In the study region, common agricultural practices include growing a range of crops throughout the year (e.g., rice, corn, vegetables, wheat, rapeseed) and using night soil (a mix of human and animal waste extracted from stool pits), which is applied as an agricultural fertilizer, in addition to chemical fertilizers. We included estimates of total annual crop area, and the annual volume of night soil applied to crops as predictors of human infection. Because rice farming involves flooding fields in ways that can lead to snail habitat formation and distinct water contact patterns, we also categorized crop area and night soil use into two groups: “rice crops” and “dry crops” (i.e., all other crops).

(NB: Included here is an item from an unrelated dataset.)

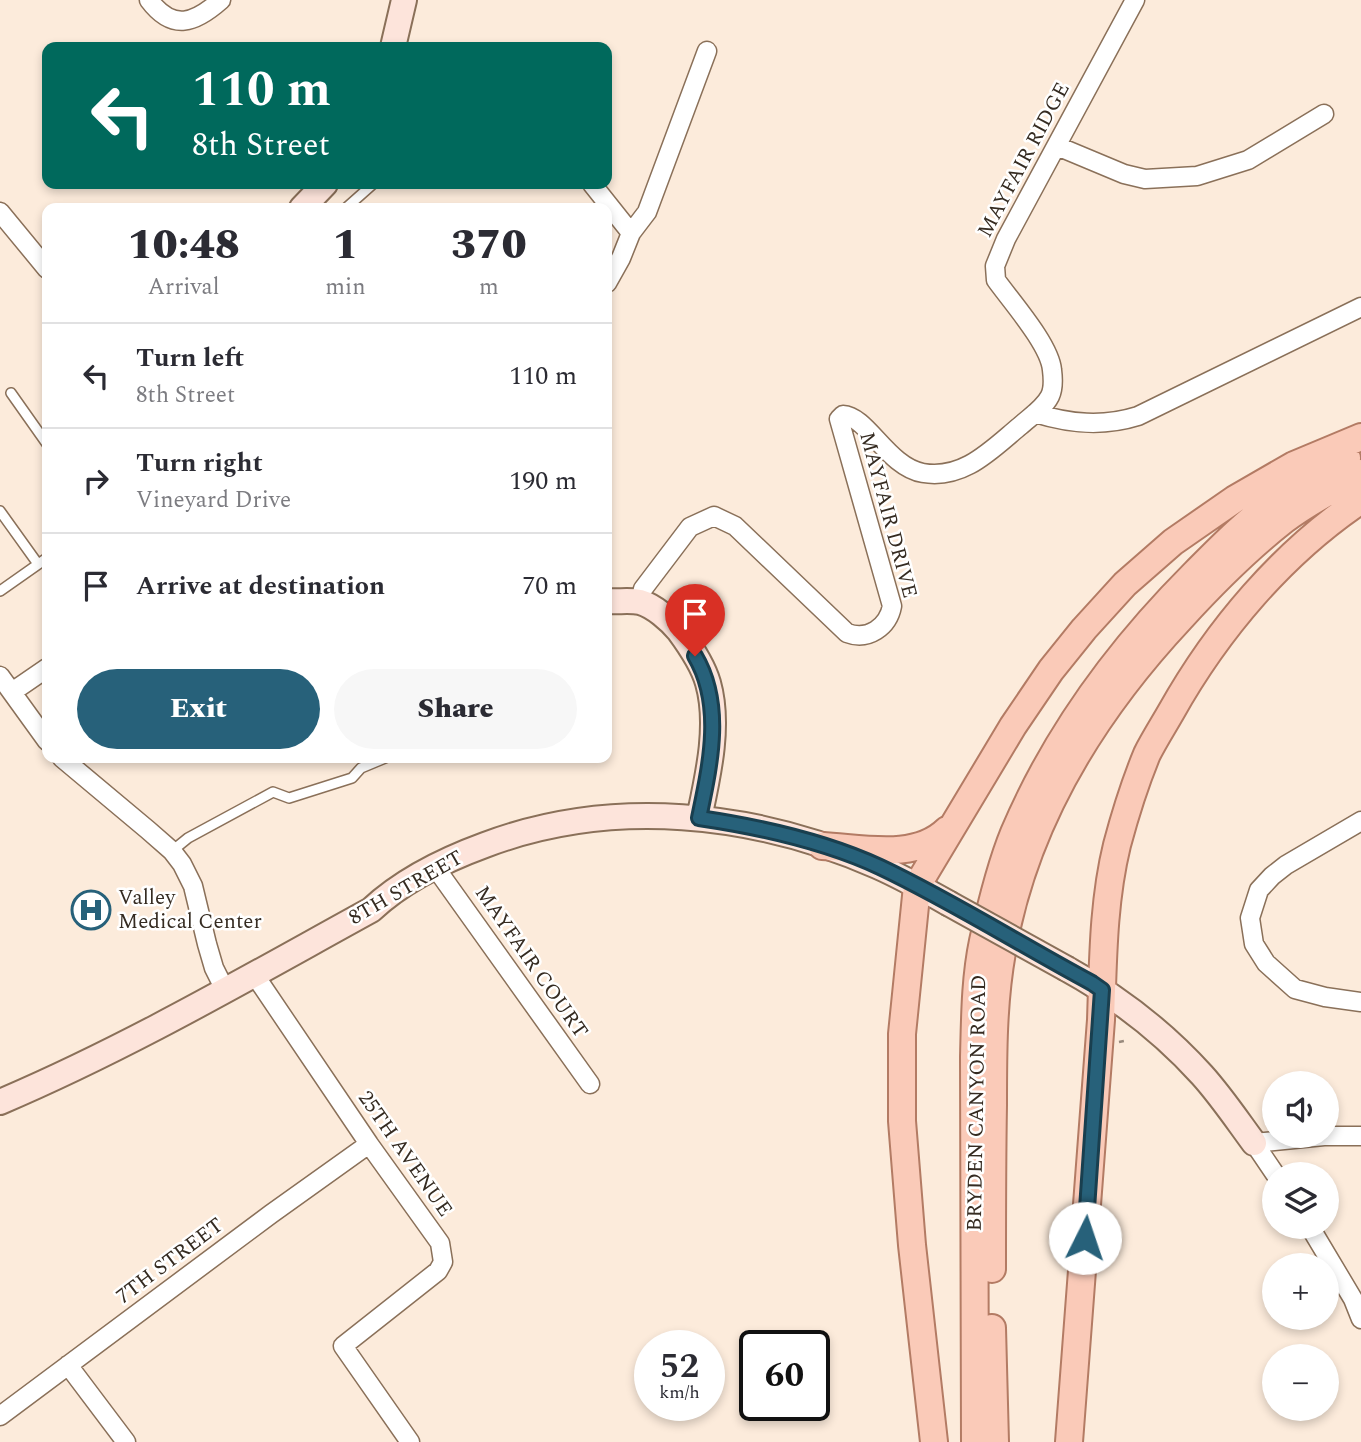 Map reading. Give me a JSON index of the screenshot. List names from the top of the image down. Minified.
{"streets":{"main road":["8TH STREET","BRYDEN CANYON ROAD"],"street":["MAYFAIR RIDGE","MAYFAIR DRIVE","MAYFAIR COURT","25TH AVENUE","7TH STREET"]},"crossings":[["MAYFAIR RIDGE","MAYFAIR DRIVE"],["8TH STREET","MAYFAIR COURT"],["8TH STREET","25TH AVENUE"],["25TH AVENUE","7TH STREET"]],"places":{"hospital":["Valley Medical Center"]},"page":{"turn":["110 m","8th Street"],"eta":["10:48","Arrival","1","min","370","m"],"list":[{"name":"Turn left","note":"8th Street","value":"110 m"},{"name":"Turn right","note":"Vineyard Drive","value":"190 m"},{"name":"Arrive at destination","value":"70 m"}],"buttons":["Exit","Share"],"map_buttons":["+","−"],"speed":"52 km/h","limit":"60"}}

We generated a nine-point composite asset score as a proxy for SES, following Grover et al. [16]. Household assets were derived from the household survey, wherein the head of household was asked whether they owned any of `the following eight assets: tractors, televisions, air conditioners, refrigerators, computers, cars or trucks, motorcycles, and washing machines. The asset score also included an indicator of whether the home was constructed from either brick or concrete (as opposed to adobe). The composite score was calculated by summing up all reported assets for a given household, yielding a score between zero and nine.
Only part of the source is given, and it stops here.